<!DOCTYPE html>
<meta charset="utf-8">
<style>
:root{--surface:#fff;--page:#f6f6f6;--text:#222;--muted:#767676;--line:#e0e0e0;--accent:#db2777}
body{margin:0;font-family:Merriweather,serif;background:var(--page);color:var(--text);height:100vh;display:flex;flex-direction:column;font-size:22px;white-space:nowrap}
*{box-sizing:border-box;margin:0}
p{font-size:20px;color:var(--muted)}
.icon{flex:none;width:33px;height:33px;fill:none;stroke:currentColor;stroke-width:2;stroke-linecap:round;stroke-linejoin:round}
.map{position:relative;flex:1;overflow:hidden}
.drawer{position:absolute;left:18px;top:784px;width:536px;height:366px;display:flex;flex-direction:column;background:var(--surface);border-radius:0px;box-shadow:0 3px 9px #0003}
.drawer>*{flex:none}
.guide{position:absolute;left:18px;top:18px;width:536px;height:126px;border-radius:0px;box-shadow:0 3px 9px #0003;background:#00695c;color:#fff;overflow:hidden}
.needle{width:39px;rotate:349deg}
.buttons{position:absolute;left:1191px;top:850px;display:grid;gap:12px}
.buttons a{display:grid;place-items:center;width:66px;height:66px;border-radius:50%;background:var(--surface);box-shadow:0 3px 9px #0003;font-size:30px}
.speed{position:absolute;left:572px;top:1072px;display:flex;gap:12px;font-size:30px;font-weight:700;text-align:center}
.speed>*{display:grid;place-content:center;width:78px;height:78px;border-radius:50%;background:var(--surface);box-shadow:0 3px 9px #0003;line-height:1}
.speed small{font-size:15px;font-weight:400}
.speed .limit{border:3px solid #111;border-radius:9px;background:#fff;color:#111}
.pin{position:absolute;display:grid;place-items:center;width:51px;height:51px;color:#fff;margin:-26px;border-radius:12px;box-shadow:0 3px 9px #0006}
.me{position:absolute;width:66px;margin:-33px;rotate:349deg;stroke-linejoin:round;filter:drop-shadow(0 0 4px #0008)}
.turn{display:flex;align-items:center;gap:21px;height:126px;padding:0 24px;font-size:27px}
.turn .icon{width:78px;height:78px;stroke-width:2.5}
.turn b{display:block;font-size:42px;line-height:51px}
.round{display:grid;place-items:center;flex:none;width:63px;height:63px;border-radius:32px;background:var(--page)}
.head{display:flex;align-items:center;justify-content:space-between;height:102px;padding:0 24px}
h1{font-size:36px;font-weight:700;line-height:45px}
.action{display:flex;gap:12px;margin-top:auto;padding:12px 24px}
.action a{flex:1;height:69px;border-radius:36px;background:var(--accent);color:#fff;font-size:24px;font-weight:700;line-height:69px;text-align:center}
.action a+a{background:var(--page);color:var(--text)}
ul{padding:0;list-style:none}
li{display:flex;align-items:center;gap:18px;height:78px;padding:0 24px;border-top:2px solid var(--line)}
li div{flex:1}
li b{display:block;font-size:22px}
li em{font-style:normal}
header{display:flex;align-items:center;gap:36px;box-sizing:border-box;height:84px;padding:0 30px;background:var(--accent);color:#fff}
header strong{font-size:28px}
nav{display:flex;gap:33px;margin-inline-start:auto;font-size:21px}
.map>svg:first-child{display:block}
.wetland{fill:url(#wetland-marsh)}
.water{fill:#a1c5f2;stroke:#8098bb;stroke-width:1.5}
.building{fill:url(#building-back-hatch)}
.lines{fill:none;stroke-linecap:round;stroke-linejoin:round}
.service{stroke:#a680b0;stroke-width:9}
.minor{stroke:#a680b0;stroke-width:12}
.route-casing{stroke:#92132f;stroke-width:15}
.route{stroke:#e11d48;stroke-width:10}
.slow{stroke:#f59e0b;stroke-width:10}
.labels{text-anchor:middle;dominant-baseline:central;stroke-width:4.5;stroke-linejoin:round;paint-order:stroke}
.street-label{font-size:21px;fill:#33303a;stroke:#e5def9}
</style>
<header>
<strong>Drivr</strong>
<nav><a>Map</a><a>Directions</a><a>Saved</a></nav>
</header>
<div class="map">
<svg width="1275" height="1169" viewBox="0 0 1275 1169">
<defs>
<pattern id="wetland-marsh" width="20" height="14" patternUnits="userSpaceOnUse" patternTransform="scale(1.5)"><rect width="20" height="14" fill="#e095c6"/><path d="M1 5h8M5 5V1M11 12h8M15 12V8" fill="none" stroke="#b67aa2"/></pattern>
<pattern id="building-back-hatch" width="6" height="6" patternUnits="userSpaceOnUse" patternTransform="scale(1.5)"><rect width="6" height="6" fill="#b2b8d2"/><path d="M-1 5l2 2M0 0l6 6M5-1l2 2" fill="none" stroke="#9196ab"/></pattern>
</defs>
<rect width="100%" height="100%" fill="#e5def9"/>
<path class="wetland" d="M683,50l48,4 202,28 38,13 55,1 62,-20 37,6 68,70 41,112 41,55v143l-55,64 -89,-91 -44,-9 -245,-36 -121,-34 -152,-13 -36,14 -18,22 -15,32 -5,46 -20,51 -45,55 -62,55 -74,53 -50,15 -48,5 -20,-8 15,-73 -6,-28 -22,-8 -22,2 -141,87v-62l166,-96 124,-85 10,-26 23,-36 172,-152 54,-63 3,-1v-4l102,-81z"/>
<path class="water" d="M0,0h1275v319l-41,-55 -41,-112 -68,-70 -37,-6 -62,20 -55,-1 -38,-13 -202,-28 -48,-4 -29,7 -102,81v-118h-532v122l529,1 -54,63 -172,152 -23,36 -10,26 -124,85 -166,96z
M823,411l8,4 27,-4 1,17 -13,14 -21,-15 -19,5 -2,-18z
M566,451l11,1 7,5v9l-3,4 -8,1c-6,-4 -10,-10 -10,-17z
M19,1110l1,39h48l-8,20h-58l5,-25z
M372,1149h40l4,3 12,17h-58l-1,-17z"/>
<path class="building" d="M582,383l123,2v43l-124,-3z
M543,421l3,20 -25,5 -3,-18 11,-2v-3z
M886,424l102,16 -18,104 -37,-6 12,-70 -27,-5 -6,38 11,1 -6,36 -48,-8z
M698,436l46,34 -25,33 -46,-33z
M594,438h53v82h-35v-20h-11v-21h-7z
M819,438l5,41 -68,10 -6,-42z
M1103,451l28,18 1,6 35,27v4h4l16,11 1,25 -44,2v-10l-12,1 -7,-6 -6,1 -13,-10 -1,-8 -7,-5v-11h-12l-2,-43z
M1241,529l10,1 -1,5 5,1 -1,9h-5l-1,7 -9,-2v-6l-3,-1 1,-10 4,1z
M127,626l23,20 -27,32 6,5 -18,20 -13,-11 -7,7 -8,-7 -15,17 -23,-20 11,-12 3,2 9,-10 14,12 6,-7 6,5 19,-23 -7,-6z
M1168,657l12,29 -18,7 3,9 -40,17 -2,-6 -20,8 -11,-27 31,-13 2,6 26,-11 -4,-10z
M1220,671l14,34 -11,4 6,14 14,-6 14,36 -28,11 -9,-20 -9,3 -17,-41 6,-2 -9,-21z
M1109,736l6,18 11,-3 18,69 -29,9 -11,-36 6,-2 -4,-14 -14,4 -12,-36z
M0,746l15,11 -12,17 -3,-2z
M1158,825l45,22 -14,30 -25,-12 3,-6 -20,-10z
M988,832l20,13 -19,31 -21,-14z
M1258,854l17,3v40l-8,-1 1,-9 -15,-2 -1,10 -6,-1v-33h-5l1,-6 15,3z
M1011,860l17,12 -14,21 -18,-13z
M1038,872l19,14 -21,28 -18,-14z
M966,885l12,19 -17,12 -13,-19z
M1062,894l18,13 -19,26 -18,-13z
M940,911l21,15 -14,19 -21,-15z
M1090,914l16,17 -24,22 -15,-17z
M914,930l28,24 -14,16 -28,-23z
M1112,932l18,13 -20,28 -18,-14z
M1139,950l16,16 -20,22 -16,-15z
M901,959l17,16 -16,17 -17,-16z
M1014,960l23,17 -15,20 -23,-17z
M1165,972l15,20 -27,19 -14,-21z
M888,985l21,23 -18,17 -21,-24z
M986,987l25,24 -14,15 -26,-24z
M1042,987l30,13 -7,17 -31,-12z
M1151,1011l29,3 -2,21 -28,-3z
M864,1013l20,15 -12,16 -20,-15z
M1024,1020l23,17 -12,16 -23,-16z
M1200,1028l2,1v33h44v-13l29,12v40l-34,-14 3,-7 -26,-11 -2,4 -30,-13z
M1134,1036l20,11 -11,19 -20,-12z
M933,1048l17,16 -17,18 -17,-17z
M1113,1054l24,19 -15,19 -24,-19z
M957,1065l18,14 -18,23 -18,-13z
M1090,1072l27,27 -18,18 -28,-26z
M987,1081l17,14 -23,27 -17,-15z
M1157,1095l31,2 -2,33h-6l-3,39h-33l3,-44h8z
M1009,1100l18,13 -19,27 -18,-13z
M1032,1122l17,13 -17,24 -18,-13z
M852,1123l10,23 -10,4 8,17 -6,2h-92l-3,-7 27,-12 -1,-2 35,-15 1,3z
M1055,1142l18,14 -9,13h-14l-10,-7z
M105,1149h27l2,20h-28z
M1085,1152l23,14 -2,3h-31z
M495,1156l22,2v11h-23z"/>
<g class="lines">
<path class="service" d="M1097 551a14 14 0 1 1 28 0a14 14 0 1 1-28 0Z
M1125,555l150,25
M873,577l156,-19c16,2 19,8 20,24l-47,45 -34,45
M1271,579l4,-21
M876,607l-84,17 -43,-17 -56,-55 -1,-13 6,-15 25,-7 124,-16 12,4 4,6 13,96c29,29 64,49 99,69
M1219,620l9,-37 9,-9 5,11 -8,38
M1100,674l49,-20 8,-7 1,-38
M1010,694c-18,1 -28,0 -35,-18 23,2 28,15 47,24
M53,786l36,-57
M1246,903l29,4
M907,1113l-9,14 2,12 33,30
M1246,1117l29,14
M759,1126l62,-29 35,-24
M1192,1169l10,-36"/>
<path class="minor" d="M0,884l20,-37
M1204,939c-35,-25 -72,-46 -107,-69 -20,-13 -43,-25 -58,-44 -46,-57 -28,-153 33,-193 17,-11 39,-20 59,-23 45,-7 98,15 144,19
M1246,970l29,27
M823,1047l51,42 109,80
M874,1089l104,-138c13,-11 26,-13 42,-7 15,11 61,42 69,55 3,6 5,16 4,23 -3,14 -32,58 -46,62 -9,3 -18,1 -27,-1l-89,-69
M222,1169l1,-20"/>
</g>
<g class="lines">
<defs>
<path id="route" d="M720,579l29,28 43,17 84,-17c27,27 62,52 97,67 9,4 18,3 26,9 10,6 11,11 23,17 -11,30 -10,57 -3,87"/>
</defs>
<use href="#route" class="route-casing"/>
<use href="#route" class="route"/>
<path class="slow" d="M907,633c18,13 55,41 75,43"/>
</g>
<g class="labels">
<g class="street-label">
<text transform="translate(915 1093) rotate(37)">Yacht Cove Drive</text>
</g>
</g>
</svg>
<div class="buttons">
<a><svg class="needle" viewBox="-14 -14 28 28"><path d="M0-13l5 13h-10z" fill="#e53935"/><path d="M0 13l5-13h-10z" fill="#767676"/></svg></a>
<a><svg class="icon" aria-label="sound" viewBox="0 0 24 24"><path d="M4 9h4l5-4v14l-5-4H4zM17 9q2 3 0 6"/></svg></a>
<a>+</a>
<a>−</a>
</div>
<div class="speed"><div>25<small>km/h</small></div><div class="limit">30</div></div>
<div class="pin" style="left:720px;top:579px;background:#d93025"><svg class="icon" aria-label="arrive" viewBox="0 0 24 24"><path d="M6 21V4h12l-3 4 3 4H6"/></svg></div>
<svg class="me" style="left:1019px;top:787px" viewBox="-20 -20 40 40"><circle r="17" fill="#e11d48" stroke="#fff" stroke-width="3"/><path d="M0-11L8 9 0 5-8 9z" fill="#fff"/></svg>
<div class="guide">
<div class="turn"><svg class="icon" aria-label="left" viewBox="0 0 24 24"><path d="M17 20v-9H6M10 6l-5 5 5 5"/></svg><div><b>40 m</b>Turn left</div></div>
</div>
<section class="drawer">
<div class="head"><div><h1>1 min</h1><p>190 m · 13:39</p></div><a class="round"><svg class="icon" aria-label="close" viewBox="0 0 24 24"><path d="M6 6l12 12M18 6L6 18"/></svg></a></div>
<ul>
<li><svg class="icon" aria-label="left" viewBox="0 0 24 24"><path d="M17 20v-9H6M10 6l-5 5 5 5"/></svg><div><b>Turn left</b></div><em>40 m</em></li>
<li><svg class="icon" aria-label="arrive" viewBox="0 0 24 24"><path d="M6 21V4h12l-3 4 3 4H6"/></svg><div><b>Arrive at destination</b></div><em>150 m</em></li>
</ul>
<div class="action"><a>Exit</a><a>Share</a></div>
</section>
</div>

------------------------------

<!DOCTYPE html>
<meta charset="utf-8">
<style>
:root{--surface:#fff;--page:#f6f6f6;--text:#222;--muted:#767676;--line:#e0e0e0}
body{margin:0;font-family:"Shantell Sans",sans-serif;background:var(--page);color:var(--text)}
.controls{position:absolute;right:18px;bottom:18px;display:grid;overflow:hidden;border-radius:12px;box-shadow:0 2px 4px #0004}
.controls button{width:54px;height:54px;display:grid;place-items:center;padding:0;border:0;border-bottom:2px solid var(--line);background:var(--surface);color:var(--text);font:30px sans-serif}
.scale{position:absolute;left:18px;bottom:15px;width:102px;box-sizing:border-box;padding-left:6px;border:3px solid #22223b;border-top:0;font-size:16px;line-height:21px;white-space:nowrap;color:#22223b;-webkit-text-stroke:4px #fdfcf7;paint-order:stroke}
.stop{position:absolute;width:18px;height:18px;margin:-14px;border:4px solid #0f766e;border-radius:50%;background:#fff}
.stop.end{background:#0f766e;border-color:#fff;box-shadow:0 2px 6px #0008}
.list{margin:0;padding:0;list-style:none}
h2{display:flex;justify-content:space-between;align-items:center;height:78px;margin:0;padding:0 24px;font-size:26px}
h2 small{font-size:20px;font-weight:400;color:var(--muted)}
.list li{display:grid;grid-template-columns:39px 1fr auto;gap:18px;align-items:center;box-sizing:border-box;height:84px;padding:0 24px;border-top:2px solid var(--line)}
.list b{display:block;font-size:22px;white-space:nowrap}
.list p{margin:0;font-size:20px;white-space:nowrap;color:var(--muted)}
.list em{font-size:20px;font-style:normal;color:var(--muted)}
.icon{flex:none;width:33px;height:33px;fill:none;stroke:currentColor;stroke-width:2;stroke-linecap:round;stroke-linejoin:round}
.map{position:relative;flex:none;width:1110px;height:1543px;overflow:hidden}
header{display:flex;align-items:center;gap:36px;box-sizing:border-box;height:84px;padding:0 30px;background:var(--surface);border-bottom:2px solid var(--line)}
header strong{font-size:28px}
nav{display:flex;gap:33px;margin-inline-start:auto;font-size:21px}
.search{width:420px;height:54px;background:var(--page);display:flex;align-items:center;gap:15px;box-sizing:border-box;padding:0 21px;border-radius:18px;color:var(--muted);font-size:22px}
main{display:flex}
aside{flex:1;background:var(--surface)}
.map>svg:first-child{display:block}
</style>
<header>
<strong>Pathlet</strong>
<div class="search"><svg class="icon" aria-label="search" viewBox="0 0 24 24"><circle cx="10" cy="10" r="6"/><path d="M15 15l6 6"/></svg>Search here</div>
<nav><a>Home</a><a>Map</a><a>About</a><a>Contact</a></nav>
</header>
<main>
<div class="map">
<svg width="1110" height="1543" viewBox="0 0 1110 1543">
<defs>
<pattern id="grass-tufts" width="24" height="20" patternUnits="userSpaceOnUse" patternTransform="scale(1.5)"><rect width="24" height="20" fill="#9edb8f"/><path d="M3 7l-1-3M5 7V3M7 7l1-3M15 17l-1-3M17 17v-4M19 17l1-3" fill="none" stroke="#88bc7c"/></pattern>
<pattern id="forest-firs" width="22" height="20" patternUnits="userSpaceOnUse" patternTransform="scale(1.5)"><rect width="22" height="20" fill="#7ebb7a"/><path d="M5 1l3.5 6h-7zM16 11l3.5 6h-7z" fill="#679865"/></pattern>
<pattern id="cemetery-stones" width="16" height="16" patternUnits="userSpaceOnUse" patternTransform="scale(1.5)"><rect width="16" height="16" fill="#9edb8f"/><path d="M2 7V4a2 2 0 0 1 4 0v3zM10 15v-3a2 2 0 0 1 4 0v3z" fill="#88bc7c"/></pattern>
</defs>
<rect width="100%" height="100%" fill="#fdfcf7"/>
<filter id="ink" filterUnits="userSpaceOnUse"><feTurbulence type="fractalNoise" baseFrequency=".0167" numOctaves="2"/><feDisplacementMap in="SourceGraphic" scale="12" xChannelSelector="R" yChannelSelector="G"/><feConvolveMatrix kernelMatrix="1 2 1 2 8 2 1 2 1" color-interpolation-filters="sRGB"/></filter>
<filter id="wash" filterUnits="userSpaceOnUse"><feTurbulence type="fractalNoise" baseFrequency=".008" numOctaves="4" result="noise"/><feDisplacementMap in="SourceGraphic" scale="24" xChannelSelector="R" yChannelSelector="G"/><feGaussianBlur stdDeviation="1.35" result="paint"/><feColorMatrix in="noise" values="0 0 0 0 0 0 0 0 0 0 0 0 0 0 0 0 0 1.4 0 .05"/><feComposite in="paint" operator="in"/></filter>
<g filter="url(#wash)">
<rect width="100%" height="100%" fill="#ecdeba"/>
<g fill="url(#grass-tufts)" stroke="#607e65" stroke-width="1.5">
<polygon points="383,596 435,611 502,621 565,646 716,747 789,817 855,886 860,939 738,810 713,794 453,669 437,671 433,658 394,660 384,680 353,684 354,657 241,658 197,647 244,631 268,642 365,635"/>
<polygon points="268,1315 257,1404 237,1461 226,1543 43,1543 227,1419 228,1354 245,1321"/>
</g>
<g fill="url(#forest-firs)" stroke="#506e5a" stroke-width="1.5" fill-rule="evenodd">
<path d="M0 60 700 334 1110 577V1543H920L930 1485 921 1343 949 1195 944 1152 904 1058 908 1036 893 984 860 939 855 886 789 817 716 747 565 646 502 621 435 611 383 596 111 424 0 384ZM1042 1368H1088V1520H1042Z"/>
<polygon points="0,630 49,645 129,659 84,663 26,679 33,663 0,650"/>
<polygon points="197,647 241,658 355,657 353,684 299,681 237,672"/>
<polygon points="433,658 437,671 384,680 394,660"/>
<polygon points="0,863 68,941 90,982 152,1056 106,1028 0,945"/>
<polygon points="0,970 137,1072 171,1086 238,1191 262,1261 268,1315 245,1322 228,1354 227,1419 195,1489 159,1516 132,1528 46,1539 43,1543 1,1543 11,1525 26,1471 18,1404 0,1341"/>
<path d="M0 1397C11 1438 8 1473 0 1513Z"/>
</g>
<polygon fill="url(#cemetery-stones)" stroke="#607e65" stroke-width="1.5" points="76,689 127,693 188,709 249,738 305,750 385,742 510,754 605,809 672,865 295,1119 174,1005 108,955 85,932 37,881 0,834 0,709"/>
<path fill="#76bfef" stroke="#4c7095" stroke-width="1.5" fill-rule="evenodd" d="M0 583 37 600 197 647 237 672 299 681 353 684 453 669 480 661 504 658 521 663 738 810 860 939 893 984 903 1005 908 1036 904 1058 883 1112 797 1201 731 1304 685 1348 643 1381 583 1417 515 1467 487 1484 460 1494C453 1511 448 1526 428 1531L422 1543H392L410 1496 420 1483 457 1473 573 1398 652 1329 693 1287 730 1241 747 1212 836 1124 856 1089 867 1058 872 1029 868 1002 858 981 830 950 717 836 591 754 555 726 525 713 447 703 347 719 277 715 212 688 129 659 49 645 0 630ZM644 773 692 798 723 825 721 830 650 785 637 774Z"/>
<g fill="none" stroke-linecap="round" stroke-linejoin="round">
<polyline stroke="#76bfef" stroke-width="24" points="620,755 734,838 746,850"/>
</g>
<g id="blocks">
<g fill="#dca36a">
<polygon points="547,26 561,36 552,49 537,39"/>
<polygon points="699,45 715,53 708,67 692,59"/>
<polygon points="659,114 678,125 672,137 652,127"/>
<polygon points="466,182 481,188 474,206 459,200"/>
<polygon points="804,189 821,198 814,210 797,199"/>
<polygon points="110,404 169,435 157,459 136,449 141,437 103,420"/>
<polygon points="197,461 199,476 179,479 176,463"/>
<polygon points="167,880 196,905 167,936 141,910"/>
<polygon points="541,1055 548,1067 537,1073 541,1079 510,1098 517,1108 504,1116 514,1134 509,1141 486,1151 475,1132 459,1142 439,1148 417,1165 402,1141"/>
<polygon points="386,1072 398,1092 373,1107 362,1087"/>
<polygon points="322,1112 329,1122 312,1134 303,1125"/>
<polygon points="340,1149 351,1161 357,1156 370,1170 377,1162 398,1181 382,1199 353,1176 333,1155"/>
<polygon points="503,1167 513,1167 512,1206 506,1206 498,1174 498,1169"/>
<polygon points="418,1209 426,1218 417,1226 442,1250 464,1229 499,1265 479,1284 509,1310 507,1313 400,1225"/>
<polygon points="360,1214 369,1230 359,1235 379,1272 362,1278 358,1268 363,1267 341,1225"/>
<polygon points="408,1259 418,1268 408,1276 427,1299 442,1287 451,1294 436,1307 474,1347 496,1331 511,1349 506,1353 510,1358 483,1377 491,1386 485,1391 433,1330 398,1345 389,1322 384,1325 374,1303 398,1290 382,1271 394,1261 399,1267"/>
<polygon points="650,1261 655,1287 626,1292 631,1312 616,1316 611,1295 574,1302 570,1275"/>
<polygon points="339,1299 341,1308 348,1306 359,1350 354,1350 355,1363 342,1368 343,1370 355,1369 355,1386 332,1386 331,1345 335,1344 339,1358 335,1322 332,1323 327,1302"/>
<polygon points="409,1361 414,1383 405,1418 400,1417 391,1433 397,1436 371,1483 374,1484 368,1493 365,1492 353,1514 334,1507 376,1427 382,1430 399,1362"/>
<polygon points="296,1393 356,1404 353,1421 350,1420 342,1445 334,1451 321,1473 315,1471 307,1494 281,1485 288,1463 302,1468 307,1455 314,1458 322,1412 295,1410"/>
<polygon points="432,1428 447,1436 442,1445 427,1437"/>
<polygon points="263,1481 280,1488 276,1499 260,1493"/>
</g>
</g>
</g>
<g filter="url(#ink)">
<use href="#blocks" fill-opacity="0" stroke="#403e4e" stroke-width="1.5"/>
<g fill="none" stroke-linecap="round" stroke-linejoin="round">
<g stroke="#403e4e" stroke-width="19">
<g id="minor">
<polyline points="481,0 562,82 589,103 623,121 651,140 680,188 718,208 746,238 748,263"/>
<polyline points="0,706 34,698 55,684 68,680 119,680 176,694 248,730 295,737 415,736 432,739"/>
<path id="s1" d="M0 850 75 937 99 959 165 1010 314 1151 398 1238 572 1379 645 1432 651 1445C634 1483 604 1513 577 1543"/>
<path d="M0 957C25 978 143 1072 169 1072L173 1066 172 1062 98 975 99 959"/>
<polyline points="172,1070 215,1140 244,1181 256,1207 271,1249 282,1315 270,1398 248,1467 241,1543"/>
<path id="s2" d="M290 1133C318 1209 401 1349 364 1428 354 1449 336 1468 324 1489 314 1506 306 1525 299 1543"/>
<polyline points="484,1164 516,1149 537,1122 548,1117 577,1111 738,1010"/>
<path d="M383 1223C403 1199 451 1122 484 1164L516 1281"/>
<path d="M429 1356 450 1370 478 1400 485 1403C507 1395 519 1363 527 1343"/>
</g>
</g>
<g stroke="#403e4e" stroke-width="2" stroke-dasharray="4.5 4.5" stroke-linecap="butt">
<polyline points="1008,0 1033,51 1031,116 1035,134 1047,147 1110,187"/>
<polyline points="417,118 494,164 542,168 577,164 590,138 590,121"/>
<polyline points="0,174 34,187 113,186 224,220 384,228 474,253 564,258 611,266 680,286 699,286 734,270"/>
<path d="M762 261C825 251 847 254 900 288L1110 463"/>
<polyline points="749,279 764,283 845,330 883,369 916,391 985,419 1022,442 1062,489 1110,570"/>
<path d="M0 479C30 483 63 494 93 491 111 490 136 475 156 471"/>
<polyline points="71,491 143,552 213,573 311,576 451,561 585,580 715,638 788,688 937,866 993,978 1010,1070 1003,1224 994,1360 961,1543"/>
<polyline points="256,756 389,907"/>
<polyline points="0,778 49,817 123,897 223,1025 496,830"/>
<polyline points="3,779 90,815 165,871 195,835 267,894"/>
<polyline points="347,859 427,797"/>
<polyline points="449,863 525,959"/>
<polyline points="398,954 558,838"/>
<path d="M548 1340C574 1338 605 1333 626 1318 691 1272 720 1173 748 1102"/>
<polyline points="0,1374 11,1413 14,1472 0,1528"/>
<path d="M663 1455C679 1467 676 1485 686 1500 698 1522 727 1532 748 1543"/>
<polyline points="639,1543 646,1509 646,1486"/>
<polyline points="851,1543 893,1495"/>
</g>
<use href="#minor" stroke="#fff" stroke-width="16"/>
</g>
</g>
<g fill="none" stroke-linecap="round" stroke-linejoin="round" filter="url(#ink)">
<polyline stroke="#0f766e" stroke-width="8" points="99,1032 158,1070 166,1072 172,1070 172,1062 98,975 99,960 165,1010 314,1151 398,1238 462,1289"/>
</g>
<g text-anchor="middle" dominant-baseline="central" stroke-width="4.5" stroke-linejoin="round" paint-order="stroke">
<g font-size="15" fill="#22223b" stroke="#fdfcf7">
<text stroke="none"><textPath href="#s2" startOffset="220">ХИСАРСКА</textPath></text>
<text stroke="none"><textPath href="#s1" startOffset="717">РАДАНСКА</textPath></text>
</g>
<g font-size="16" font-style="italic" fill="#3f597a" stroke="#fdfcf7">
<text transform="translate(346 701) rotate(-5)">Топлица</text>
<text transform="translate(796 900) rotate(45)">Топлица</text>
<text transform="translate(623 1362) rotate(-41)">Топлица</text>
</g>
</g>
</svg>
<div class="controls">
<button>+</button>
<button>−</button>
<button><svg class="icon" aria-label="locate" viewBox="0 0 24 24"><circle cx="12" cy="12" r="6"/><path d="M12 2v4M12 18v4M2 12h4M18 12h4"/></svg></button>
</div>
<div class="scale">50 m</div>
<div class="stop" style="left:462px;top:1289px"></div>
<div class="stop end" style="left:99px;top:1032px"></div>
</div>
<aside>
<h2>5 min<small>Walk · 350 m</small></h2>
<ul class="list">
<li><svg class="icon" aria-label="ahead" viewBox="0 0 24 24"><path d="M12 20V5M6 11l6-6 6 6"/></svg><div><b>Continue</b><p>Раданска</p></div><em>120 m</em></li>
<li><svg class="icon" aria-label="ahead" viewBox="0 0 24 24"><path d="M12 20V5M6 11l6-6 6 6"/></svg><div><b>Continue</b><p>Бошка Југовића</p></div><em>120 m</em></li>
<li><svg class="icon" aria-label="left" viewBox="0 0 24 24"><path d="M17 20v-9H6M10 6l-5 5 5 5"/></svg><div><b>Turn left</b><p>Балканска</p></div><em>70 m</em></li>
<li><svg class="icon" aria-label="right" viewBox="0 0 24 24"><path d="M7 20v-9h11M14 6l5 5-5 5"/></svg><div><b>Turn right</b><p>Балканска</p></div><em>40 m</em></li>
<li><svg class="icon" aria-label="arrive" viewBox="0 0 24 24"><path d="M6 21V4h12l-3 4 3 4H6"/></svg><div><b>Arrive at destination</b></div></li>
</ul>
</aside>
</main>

------------------------------

#### [Activity]
Every line where "limit" appears must be returned from the listing above.

#### [Your response]
.speed .limit{border:3px solid #111;border-radius:9px;background:#fff;color:#111}
<div class="speed"><div>25<small>km/h</small></div><div class="limit">30</div></div>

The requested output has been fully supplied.